- Your task
Using the listing below, set down exactly the lines starting at the line that contains "M 0,771 L 38,789 L 16,824 L 0,816 Z" and ending at the line that contains "19,593 L 35,594", both included, and no others.

----- Data for review -----

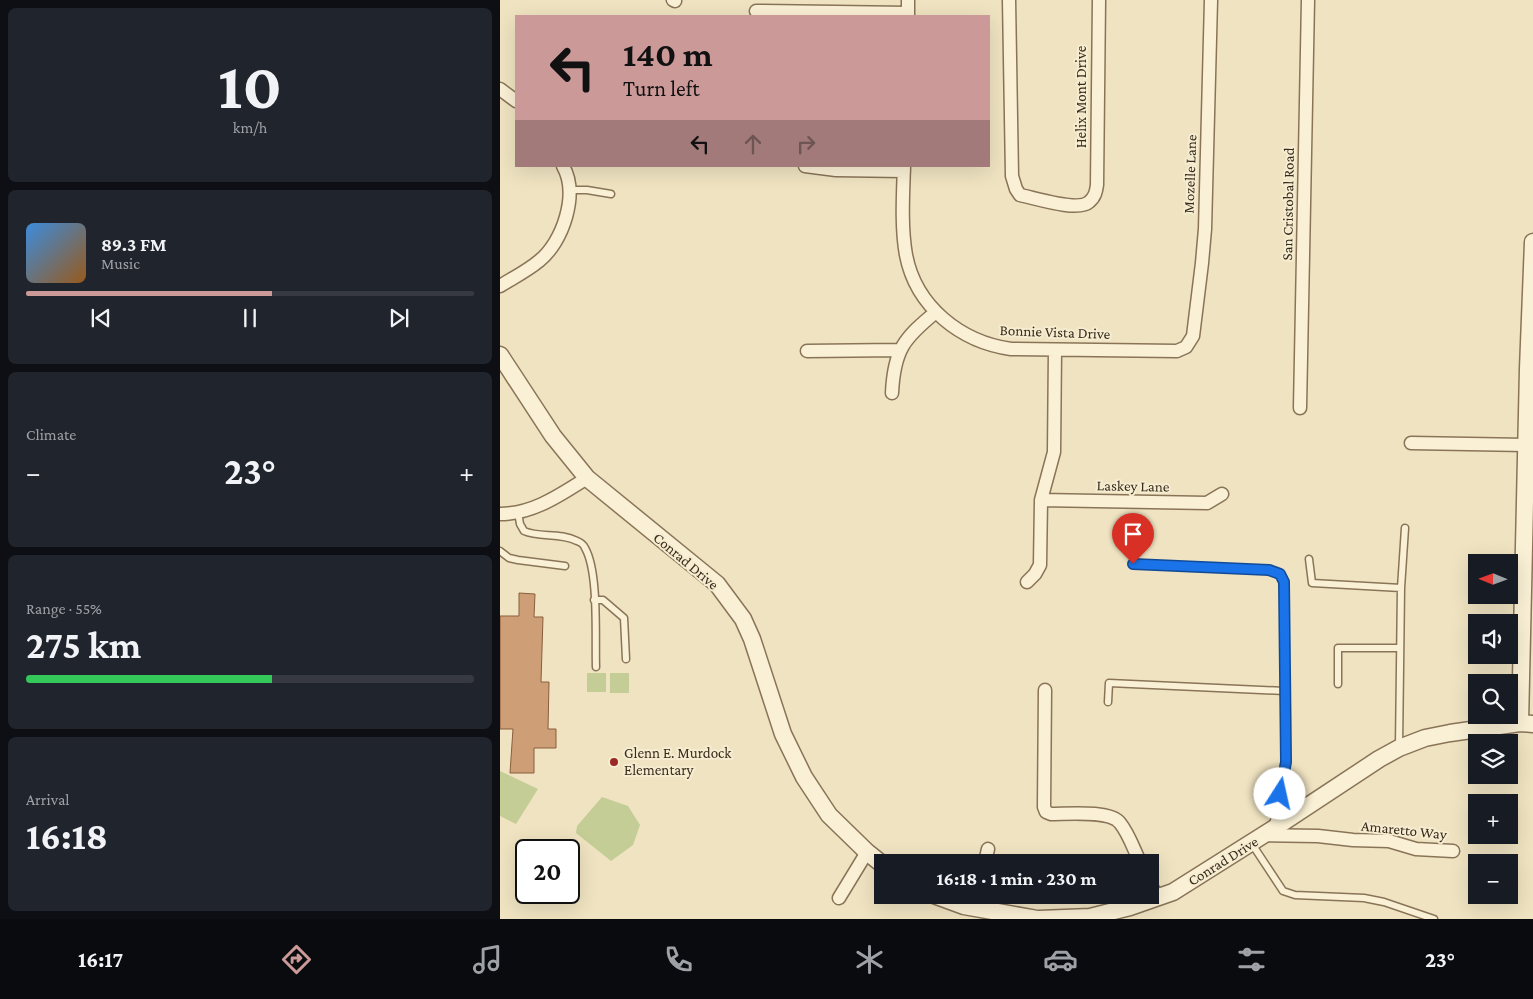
<!DOCTYPE html>
<html lang="en">
<head>
<meta charset="utf-8">
<style>
  body { margin:0; font-family:"Crimson Pro",serif; background:#20242c; color:#f1f3f6; height:100vh; display:flex; flex-direction:column; font-size:19px; white-space:nowrap }
  * { box-sizing:border-box; margin:0 }
  p { font-size:16px; color:#9ea1a6 }
  .icon { flex:none; width:28px; height:28px; fill:none; stroke:currentColor; stroke-width:2; stroke-linecap:round; stroke-linejoin:round }
  .map { position:relative; flex:1; overflow:hidden }
  .panel { display:flex; flex-direction:column; gap:8px; padding:8px; background:#0d0f14; width:500px }
  .panel>* { flex:none }
  .banner { position:absolute; left:15px; top:15px; width:475px; height:152px; border-radius:0px; box-shadow:0 5px 20px #0002; background:#ca9998; color:#111; overflow:hidden }
  .needle { width:32px; rotate:271deg }
  .buttons { position:absolute; left:968px; top:554px; display:grid; gap:10px }
  .buttons a { display:grid; place-items:center; width:50px; height:50px; border-radius:0px; background:#171b24; box-shadow:0 5px 20px #0002; font-size:25px }
  .speed { position:absolute; left:15px; top:839px; display:flex; gap:10px; font-size:25px; font-weight:700; text-align:center }
  .speed>* { display:grid; place-content:center; width:65px; height:65px; border-radius:50%; background:#171b24; box-shadow:0 5px 20px #0002; line-height:1 }
  .speed .limit { border:2px solid #111; border-radius:8px; background:#fff; color:#111 }
  .pin { position:absolute; display:grid; place-items:center; width:42px; height:42px; color:#fff; margin:-51px -21px; border-radius:50% 50% 50% 0; rotate:-45deg; box-shadow:0 0 5px #0007 }
  .pin .icon { rotate:45deg }
  .me { position:absolute; width:55px; margin:-28px; rotate:10deg; stroke-linejoin:round; filter:drop-shadow(0 0 4px #0008) }
  .turn { display:flex; align-items:center; gap:18px; height:105px; padding:0 25px; font-size:22px }
  .turn .icon { width:65px; height:65px; stroke-width:2.5 }
  .turn b { display:block; font-size:35px; line-height:42px }
  .lanes { display:flex; align-items:center; height:48px; padding:0 25px; background:#0003; justify-content:center; gap:25px; direction:ltr }
  .lanes .off { opacity:.35 }
  .big { font-size:38px; font-weight:700; line-height:1.1 }
  .panel .card { flex:1; display:flex; flex-direction:column; justify-content:center; gap:8px; min-width:0; padding:0 18px; border-radius:8px; background:#20242c }
  .panel .dial { align-items:center; gap:0 }
  .dial b { font-size:65px; line-height:1 }
  .song { display:flex; align-items:center; gap:15px }
  .cover { width:60px; height:60px; border-radius:8px; background:linear-gradient(135deg,hsl(210 70% 55%),hsl(30 70% 35%)) }
  .played { height:5px; border-radius:2px; background:linear-gradient(90deg,#ca9998 55%,#363941 55%) }
  .keys { display:flex; justify-content:space-around; direction:ltr }
  .heat { display:flex; justify-content:space-between; align-items:center; font-size:28px; direction:ltr }
  .charge { height:8px; border-radius:4px; background:linear-gradient(90deg,#34c759 55%,#363941 0) }
  .trip { position:absolute; left:374px; top:854px; width:285px; height:50px; border-radius:0px; background:#171b24; box-shadow:0 5px 20px #0002; font-weight:700; line-height:50px; text-align:center }
  .dock { display:flex; height:80px; justify-content:space-around; align-items:center; background:#090b0e; color:#9ea1a6 }
  .dock .icon { width:35px; height:35px }
  .dock .on { color:#ca9998 }
  .dock b { font-size:22px; color:#f1f3f6 }
  main { display:flex; flex:1; min-height:0 }
  .map>svg:first-child { display:block }
  .green { fill:#c4cd95 }
  .building { fill:#ce9e76; stroke:#895e3d }
  .lines { fill:none; stroke-linecap:round; stroke-linejoin:round }
  .service-casing { stroke:#897458; stroke-width:9 }
  .minor-casing { stroke:#897458; stroke-width:15 }
  .tertiary-casing { stroke:#897458; stroke-width:19 }
  .service { stroke:#faf0d5; stroke-width:6 }
  .minor { stroke:#faf0d5; stroke-width:12 }
  .tertiary { stroke:#faf0d5; stroke-width:16 }
  .route-casing { stroke:#114b97; stroke-width:12 }
  .route { stroke:#1a73e8; stroke-width:9 }
  .poi-dot { fill:#9a2a26; stroke:#f6edd1; stroke-width:2 }
  .labels { text-anchor:middle; stroke-width:4; stroke-linejoin:round; paint-order:stroke }
  .street-label { font-size:15px; fill:#382b1d; stroke:#f6edd1 }
  .poi-label { font-size:15px; fill:#382b1d; stroke:#f6edd1; text-anchor:start }
</style>
</head>
<body>
<main>
<section class="panel">
<div class="card dial"><b>10</b><p>km/h</p></div>
<div class="card">
<div class="song"><i class="cover"></i><div><b>89.3 FM</b><p>Music</p></div></div>
<div class="played"></div>
<div class="keys"><svg class="icon" aria-label="previous" viewBox="0 0 24 24"><path d="M18 5L8 12l10 7zM5 5v14"/></svg><svg class="icon" aria-label="pause" viewBox="0 0 24 24"><path d="M8 5v14M16 5v14"/></svg><svg class="icon" aria-label="next" viewBox="0 0 24 24"><path d="M6 5l10 7-10 7zM19 5v14"/></svg></div>
</div>
<div class="card"><p>Climate</p>
<div class="heat"><a>−</a><b class="big">23°</b><a>+</a></div>
</div>
<div class="card"><p>Range · 55%</p><b class="big">275 km</b><div class="charge"></div></div>
<div class="card"><p>Arrival</p><b class="big">16:18</b></div>
</section>
<div class="map">
<svg width="1033" height="919" viewBox="0 0 1033 919">
  <rect width="100%" height="100%" fill="#efe3c1"/>
  <path class="green" d="M 87,673 L 106,673 L 106,692 L 87,692 Z
    M 110,673 L 129,673 L 129,693 L 110,693 Z
    M 0,771 L 38,789 L 16,824 L 0,816 Z
    M 102,797 L 128,806 L 140,825 L 133,845 L 111,861 L 76,833 L 77,826 Z"/>
  <path class="building" d="M 19,593 L 35,594 L 34,617 L 43,617 L 41,682 L 49,682 L 48,729 L 56,729 L 56,748 L 34,748 L 34,773 L 10,773 L 13,729 L 0,729 L 0,616 L 19,616 Z"/>
  <g class="lines">
    <g class="service-casing">
      <path id="service" d="M 69,190 L 87,190 L 111,194
        M 18,512 L 20,524 L 24,531 C 40,538 60,532 77,541 C 80,542 84,545 85,548 C 99,572 95,638 96,667
        M 0,551 L 9,558 L 18,560 L 65,566
        M 809,559 L 812,583 L 901,588
        M 633,564 L 769,570 L 780,574 L 784,582 L 785,762 L 773,826
        M 94,600 L 103,600 L 124,618 L 126,659
        M 838,684 L 838,648 L 900,648
        M 608,702 L 609,683 L 784,691
        M 899,746 L 901,588 L 905,528
        M 752,844 L 783,891 L 795,895 L 864,898 L 884,902 L 934,919"/>
    </g>
    <g class="minor-casing">
      <path id="minor" d="M 173,0 L 175,1
        M 509,0 L 512,176 L 516,189 L 520,195 C 535,198 578,212 589,202 C 595,197 596,192 597,185 L 599,0
        M 256,11 L 408,13
        M 408,16 L 408,0
        M 0,89 L 16,101
        M 305,166 L 336,170 L 404,171
        M 404,166 C 403,195 401,227 406,255 C 416,307 461,342 511,349 L 677,351 L 686,347 L 693,336 L 702,263 L 705,229 L 711,0
        M 0,286 C 13,278 27,271 39,261 C 63,242 79,194 63,166
        M 307,351 L 399,350
        M 392,393 C 394,350 404,338 436,312
        M 800,408 L 808,0
        M 911,443 L 1026,445
        M 541,500 L 707,503 L 722,494
        M 0,514 C 33,514 60,495 87,478
        M 527,582 L 535,574 L 540,565 L 541,500 L 554,452 L 555,350
        M 545,690 L 544,807 L 546,812 L 551,814 C 568,814 610,810 620,823 C 629,834 634,850 640,862
        M 762,835 L 818,836 L 853,840 L 889,841 L 916,849 L 953,851
        M 485,862 L 488,849
        M 650,883 L 657,897
        M 339,898 L 367,852
        M 475,909 L 478,895"/>
    </g>
    <g class="tertiary-casing">
      <path id="tertiary" d="M 0,355 L 53,436 L 87,478 L 217,584 L 243,619 L 252,639 L 283,734 L 304,777 L 329,815 L 367,852 L 382,864
        M 1020,723 L 1028,369 L 1033,242
        M 434,895 L 464,906 L 537,919
        M 539,919 L 590,917 L 630,907 L 673,892 L 773,829 L 879,759 L 899,748 L 925,738 L 950,733 L 1020,723 L 1033,724"/>
    </g>
    <use href="#service" class="service"/>
    <use href="#minor" class="minor"/>
    <use href="#tertiary" class="tertiary"/>
  </g>
  <g class="lines">
    <g class="route-casing">
      <path id="route" d="M 633,564 L 769,570 L 780,574 L 784,582 L 786,762 L 780,794"/>
    </g>
    <use href="#route" class="route"/>
  </g>
  <circle class="poi-dot" cx="114" cy="762" r="5"/>
  <g class="labels">
    <g class="street-label">
      <text transform="translate(581 97) rotate(-90)" y="5">Helix Mont Drive</text>
      <text transform="translate(690 174) rotate(-88)" y="5">Mozelle Lane</text>
      <text transform="translate(788 204) rotate(-89)" y="5">San Cristobal Road</text>
      <text transform="translate(555 332) rotate(2)" y="5">Bonnie Vista Drive</text>
      <text transform="translate(633 486) rotate(1)" y="5">Laskey Lane</text>
      <text transform="translate(186 561) rotate(40)" y="5">Conrad Drive</text>
      <text transform="translate(904 830) rotate(6)" y="5">Amaretto Way</text>
      <text transform="translate(723 861) rotate(-32)" y="5">Conrad Drive</text>
    </g>
    <g class="poi-label">
      <text x="124" y="758">Glenn E. Murdock<tspan x="124" dy="17">Elementary</tspan></text>
    </g>
  </g>
</svg>
<div class="buttons">
<a><svg class="needle" viewBox="-14 -14 28 28"><path d="M0-13l5 13h-10z" fill="#e53935"/><path d="M0 13l5-13h-10z" fill="#9ea1a6"/></svg></a>
<a><svg class="icon" aria-label="sound" viewBox="0 0 24 24"><path d="M4 9h4l5-4v14l-5-4H4zM17 9q2 3 0 6"/></svg></a>
<a><svg class="icon" aria-label="search" viewBox="0 0 24 24"><circle cx="10" cy="10" r="6"/><path d="M15 15l6 6"/></svg></a>
<a><svg class="icon" aria-label="layers" viewBox="0 0 24 24"><path d="M12 4l9 5-9 5-9-5zM3 14l9 5 9-5"/></svg></a>
<a>+</a>
<a>−</a>
</div>
<div class="speed"><div class="limit">20</div></div>
<div class="pin" style="left:633px;top:564px;background:#d93025"><svg class="icon" aria-label="arrive" viewBox="0 0 24 24"><path d="M6 21V4h12l-3 4 3 4H6"/></svg></div>
<svg class="me" style="left:780px;top:794px" viewBox="-20 -20 40 40"><circle r="19" fill="#fff"/><path d="M0-13L10 11 0 6-10 11z" fill="#1a73e8"/></svg>
<div class="trip">16:18 · 1 min · 230 m</div>
<div class="banner">
<div class="turn"><svg class="icon" aria-label="left" viewBox="0 0 24 24"><path d="M17 20v-9H6M10 6l-5 5 5 5"/></svg><div><b>140 m</b>Turn left</div></div>
<div class="lanes"><svg class="icon" aria-label="left" viewBox="0 0 24 24"><path d="M17 20v-9H6M10 6l-5 5 5 5"/></svg><svg class="icon off" aria-label="ahead" viewBox="0 0 24 24"><path d="M12 20V5M6 11l6-6 6 6"/></svg><svg class="icon off" aria-label="right" viewBox="0 0 24 24"><path d="M7 20v-9h11M14 6l5 5-5 5"/></svg></div>
</div>
</div>
</main>
<nav class="dock">
<b>16:17</b>
<svg class="icon on" aria-label="directions" viewBox="0 0 24 24"><path d="M12 3l9 9-9 9-9-9zM9 14v-3h6M13 9l2 2-2 2"/></svg>
<svg class="icon" aria-label="music" viewBox="0 0 24 24"><path d="M9 18V5l10-2v13"/><circle cx="6" cy="18" r="3"/><circle cx="16" cy="16" r="3"/></svg>
<svg class="icon" aria-label="phone" viewBox="0 0 24 24"><path d="M5 4h4l2 5-3 2q2 4 5 5l2-3 5 2v4C11 20 4 13 5 4z"/></svg>
<svg class="icon" aria-label="climate" viewBox="0 0 24 24"><path d="M12 3v18M4 7l16 10M4 17L20 7"/></svg>
<svg class="icon" aria-label="car" viewBox="0 0 24 24"><path d="M5 17H2v-5l4-1 3-4h7l3 4 3 1v5h-3M9 17h6M6 11h13"/><circle cx="7" cy="17" r="2"/><circle cx="17" cy="17" r="2"/></svg>
<svg class="icon" aria-label="filters" viewBox="0 0 24 24"><path d="M4 7h16M4 17h16"/><circle cx="9" cy="7" r="2"/><circle cx="15" cy="17" r="2"/></svg>
<b>23°</b>
</nav>
</body>
</html>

-----

- Exercise response
    M 0,771 L 38,789 L 16,824 L 0,816 Z
    M 102,797 L 128,806 L 140,825 L 133,845 L 111,861 L 76,833 L 77,826 Z"/>
  <path class="building" d="M 19,593 L 35,594 L 34,617 L 43,617 L 41,682 L 49,682 L 48,729 L 56,729 L 56,748 L 34,748 L 34,773 L 10,773 L 13,729 L 0,729 L 0,616 L 19,616 Z"/>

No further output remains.